» **Source data**:

'''

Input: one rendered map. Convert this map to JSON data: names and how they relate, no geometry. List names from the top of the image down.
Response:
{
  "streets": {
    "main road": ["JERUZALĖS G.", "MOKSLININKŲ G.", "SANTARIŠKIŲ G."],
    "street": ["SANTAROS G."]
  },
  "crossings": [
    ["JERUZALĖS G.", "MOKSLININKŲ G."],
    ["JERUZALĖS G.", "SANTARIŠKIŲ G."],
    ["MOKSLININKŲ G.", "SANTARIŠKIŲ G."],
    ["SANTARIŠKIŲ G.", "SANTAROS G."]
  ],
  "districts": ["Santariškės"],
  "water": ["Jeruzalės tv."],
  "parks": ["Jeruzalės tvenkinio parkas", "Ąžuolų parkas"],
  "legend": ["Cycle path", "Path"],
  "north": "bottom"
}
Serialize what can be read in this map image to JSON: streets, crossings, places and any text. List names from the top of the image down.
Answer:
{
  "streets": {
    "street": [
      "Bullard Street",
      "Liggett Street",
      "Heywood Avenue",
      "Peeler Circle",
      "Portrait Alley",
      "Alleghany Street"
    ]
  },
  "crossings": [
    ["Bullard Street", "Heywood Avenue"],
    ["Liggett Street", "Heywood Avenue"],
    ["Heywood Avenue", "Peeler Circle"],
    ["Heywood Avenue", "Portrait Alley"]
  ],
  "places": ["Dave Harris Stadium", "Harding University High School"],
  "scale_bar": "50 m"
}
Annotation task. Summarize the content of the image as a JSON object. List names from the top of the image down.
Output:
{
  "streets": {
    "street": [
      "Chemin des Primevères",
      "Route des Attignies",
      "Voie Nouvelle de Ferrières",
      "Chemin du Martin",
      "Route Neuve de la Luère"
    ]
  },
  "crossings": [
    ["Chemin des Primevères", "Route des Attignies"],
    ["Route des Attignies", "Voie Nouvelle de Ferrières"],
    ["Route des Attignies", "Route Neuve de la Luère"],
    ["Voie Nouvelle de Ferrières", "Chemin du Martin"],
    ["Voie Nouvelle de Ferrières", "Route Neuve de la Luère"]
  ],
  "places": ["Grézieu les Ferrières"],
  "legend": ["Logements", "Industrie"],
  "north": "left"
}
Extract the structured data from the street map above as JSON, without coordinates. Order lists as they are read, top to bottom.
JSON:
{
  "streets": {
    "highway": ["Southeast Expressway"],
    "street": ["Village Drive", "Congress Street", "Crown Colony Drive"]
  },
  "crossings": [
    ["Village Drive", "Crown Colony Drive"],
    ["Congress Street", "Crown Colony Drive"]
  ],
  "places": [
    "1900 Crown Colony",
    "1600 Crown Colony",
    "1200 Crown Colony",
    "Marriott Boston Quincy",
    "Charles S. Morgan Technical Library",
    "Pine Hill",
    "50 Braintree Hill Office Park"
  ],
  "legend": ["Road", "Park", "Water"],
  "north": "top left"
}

'''

» **Exercise directions**:
Pull every line that holds the string "read" out of the records.

» **Exercise solution**:
Serialize what can be read in this map image to JSON: streets, crossings, places and any text. List names from the top of the image down.
Extract the structured data from the street map above as JSON, without coordinates. Order lists as they are read, top to bottom.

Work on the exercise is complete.